Why would this happen? Several tests found mutations in the viral genome likely allowed the viruses to grab onto other members of the ANP32A family. These proteins normally sit on the bench during viral invasions of flu and silently resist viral replication. But over time, the virus learned to work with each gene to boost its reproduction.
The team is well aware that similar changes could allow the virus to infect other species, including humans.
“We were not alarmed by the mutations that we saw, but the fact we got breakthrough [infection] means we need more rigorous edits going forward,” said Barclay.
Dr. Sander Herfst at Erasmus University Medical Center, who studies bird flu’s incursion into mammals, agrees. “A water-tight system where no more [viral] replication takes place in chickens is necessary,” he told Science.

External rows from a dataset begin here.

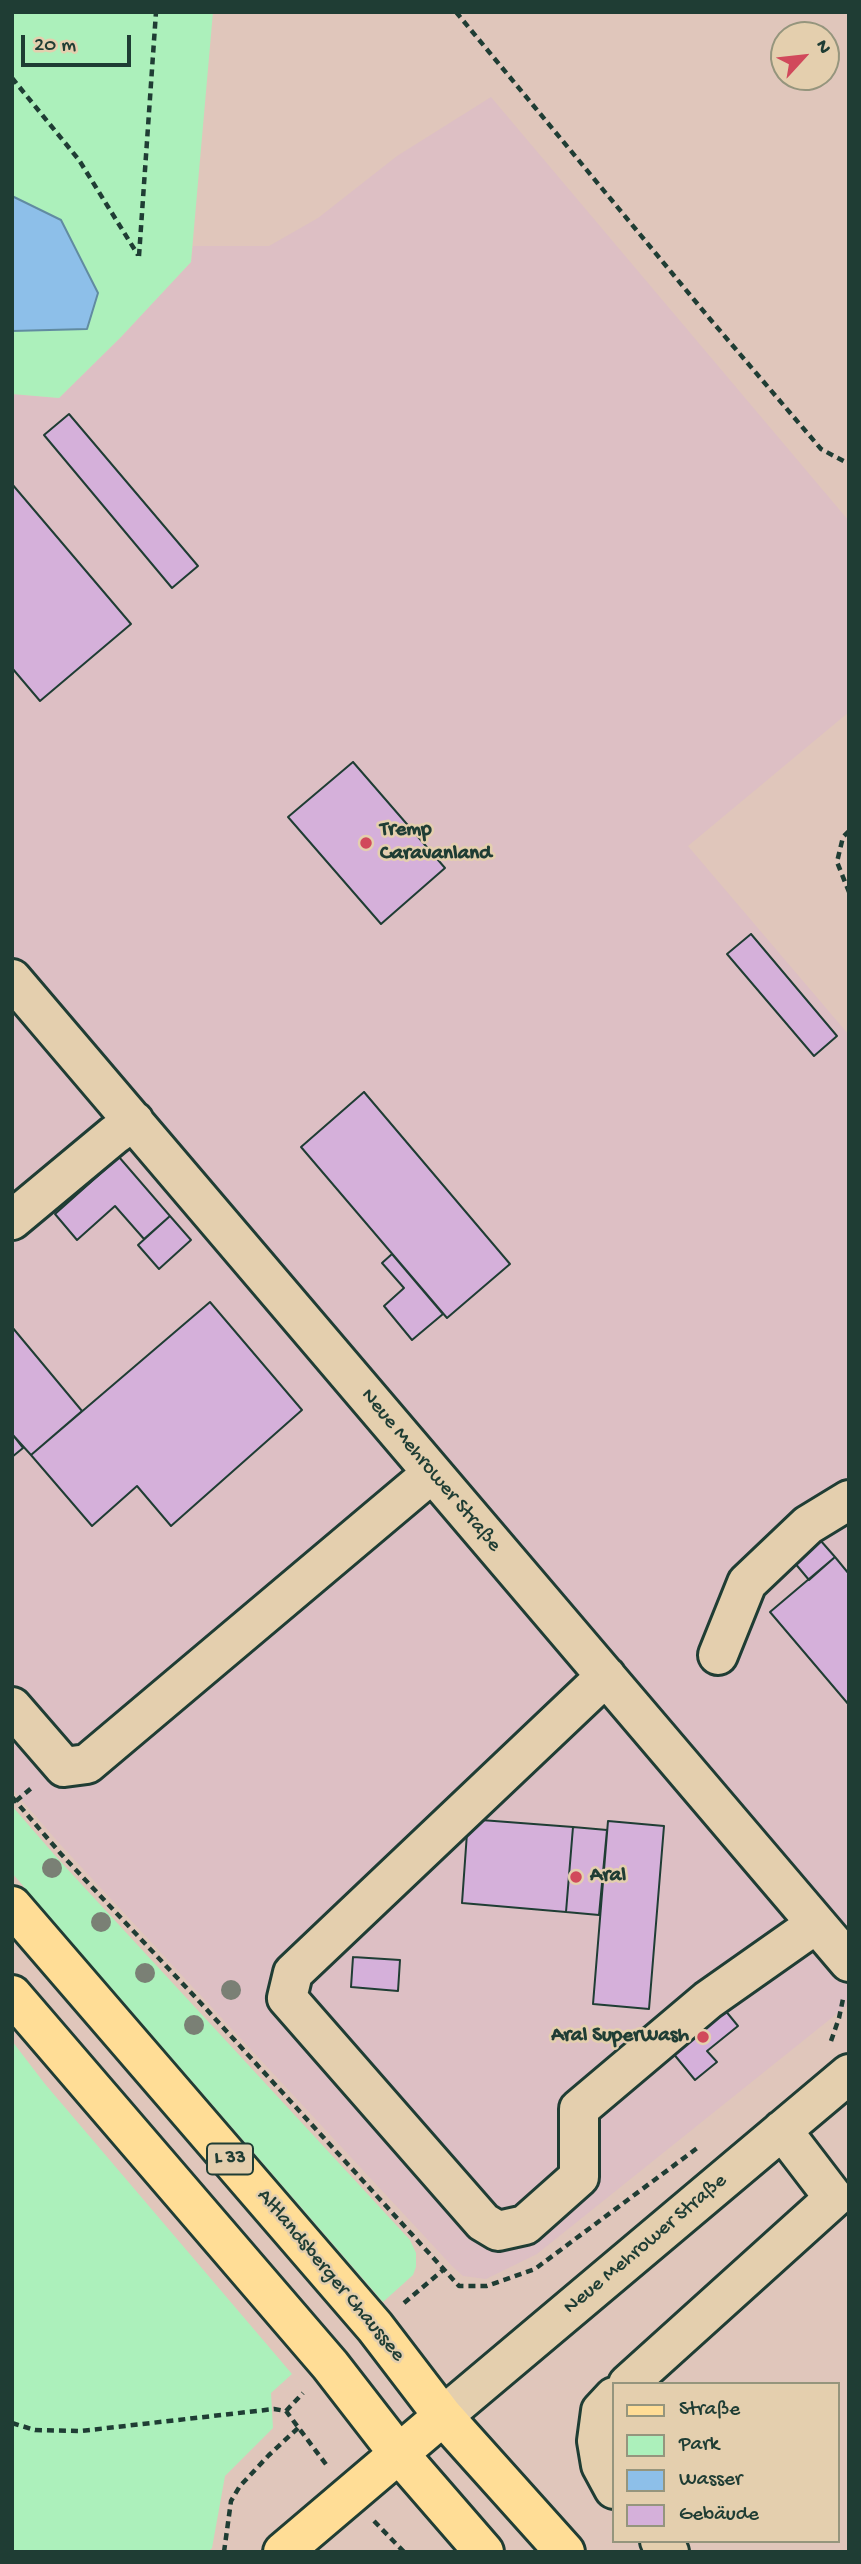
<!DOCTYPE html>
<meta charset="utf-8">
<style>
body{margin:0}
#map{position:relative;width:861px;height:2564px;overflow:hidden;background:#e0c6bb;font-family:"Gochi Hand",sans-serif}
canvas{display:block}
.frame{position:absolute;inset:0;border:14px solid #1f3d34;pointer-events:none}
.legend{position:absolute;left:612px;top:2382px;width:228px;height:161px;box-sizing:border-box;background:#e4cfae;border:2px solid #95957d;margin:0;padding:9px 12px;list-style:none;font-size:21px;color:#1f3d34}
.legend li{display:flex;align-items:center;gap:14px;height:35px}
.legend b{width:35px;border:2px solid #95957d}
.north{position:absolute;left:770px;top:21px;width:70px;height:70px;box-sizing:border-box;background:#e4cfae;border:2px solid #95957d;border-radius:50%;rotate:63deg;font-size:19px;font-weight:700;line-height:28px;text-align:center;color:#1f3d34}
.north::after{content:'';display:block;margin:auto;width:24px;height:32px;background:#d1495b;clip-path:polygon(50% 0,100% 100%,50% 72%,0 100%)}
.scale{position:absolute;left:21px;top:35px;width:110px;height:32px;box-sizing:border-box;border:4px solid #1f3d34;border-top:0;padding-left:9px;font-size:21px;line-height:24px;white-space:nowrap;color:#1f3d34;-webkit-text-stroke:5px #e4cfae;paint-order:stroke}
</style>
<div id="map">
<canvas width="861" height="2564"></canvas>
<div class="frame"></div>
<ul class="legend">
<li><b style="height:9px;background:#ffdd96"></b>Straße</li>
<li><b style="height:19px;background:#acf0bb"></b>Park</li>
<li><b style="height:19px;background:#8dbfe9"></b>Wasser</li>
<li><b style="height:19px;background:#d5b0da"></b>Gebäude</li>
</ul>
<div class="north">N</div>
<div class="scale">20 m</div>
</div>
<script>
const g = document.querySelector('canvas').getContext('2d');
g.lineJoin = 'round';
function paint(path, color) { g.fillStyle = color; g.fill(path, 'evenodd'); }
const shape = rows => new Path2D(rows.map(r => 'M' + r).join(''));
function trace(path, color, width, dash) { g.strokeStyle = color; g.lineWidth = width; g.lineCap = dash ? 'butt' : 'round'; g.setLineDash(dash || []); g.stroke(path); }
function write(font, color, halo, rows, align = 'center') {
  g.font = font + ' "Gochi Hand",sans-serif'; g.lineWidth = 5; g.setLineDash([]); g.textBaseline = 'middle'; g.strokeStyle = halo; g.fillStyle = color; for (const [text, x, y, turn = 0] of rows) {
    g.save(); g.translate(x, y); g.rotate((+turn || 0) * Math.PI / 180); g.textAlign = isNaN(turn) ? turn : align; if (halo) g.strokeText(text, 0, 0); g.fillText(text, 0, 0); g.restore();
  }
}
paint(shape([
 [491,97,849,521,849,712,688,846,849,1035,849,2004,537,2254,486,2279,463,2276,452,2266,58,1842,12,1789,12,394,59,398,121,337,191,262,193,246,269,246,318,218,397,156]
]), '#ddbfc4');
paint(shape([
 [12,12,213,12,191,262,121,337,59,398,12,394,12,331,87,328,61,220,12,196],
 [12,1806,59,1860,410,2240,416,2253,416,2267,413,2275,383,2302,12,1873],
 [12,2041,45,2084,292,2374,271,2393,273,2428,225,2476,212,2548,208,2552,12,2552]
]), '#acf0bb');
const water = shape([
 [12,196,61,220,98,293,87,329,12,331,12,196]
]);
paint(water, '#8dbfe9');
trace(water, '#618ba1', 2);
const building = shape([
 [69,414,198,566,172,588,44,435,69,414],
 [12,484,131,624,40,701,12,668,12,484],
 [353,762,445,868,381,924,288,817,353,762],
 [751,934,837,1036,814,1056,727,954,751,934],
 [364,1092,510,1264,447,1318,301,1147,364,1092],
 [119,1157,170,1216,144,1239,115,1206,77,1240,55,1214,119,1157],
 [170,1216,191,1240,159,1269,138,1245,170,1216],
 [392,1254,443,1314,412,1340,384,1306,404,1288,382,1263,392,1254],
 [210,1302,302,1410,171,1526,137,1486,92,1526,31,1455,210,1302],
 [12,1327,82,1411,31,1455,12,1434,12,1327],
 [12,1434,23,1448,12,1457,12,1434],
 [821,1541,835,1557,809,1580,794,1562,821,1541],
 [835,1557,849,1574,849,1705,770,1612,835,1557],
 [468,1819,573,1827,566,1912,462,1903,468,1819],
 [608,1821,664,1826,649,2009,593,2004,608,1821],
 [573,1827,607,1830,599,1915,566,1912,573,1827],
 [353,1957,400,1960,398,1991,351,1987,353,1957],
 [720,2004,738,2026,707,2051,717,2062,695,2080,668,2047,720,2004]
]);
paint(building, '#d5b0da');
trace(building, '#1f3d34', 2);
const minor = shape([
 [12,979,849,1962],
 [12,1220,114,1135,134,1121],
 [718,1655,747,1583,808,1525,849,1500],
 [606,1676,293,1973,287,1998,483,2222,498,2231,525,2225,579,2177,579,2109,708,2000,816,1924],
 [12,1707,64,1767,87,1764,431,1474],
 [628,2384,834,2198,782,2130],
 [614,2397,601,2411,597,2441,601,2465,614,2489],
 [443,2416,849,2074],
 [660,2541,669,2552]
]);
const major = shape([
 [12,1906,375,2327,443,2416,565,2552],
 [12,1995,330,2365,399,2454,484,2552],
 [283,2552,443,2416]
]);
trace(minor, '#1f3d34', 44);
trace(major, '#1f3d34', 44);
trace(shape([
 [456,12,710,319,821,449,849,464],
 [12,78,79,160,138,255],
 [139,256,156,12],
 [849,831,843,837,837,862,849,892],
 [12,1797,61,1854,198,2000,459,2286,487,2286,535,2269,700,2146],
 [16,1801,34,1786],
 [831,2041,839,2018,843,1999],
 [404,2303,443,2270],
 [286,2411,303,2393],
 [12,2423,35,2430,81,2431,274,2409,286,2411,328,2467],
 [374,2521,404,2552],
 [224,2552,231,2501,240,2486,269,2455,298,2428]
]), '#1f3d34', 4.5, [7, 5]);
trace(minor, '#e4cfae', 38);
trace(major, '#ffdd96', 38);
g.fillStyle = '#7a8075';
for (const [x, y] of [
 [52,1868],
 [101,1922],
 [145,1973],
 [231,1990],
 [194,2025]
]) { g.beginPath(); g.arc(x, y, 10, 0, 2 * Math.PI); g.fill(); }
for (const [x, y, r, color] of [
 [366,843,7,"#d1495b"],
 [576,1877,7,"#d1495b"],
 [703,2037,7,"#d1495b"]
]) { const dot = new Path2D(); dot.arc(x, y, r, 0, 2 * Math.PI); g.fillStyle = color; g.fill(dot); trace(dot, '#e4cfae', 2.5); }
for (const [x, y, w] of [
 [230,2159,46]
]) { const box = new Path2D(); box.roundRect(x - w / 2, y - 15.5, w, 31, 5); g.fillStyle = '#e4cfae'; g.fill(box); trace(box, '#1f3d34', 2); }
write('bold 19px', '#1f3d34', null, [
 ["L 33",230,2159]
]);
write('bold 21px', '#1f3d34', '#e4cfae', [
 ["Tremp",380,831],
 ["Caravanland",380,855],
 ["Aral",590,1877],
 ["Aral SuperWash",689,2037,"right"]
], 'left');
write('21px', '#1f3d34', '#e4cfae', [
 ["Neue Mehrower Straße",430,1471,50],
 ["Neue Mehrower Straße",646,2245,-40],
 ["Altlandsberger Chaussee",330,2276,50]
]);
</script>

One potential solution is more gene editing. ANP32A is only one of three gene members that help viruses thrive. In a preliminary test, the team disabled all three genes in cells in a petri dish. The edited cells resisted a highly dangerous strain of flu virus.
But it’s still not a perfect solution. These genes are multitaskers that regulate health and fertility. Editing all three could damage a chicken’s health and ability to reproduce. The challenge now is to find gene edits that ward off viruses but still maintain normal function.
Biotechnology aside, regulations and public opinion are also struggling to catch up to the gene-editing world. CRISPRed animals are currently considered Genetically Modified Organisms (GMOs) under European Union laws, a designation that comes with a load of regulatory baggage and public perception troubles. However, because gene edits like the ones in the study mimic those that might naturally occur in nature – rather than splicing genes from one organism into another – some CRISPRed animals may be more acceptable to consumers.
“I think the world is changing,” said study author Dr. Helen Sang, an expert who’s worked on flu-resistant birds for three decades. Regulations on gene-edited animals for food will likely shift as the technology matures – but in the end, what’s acceptable will depend on multicultural views.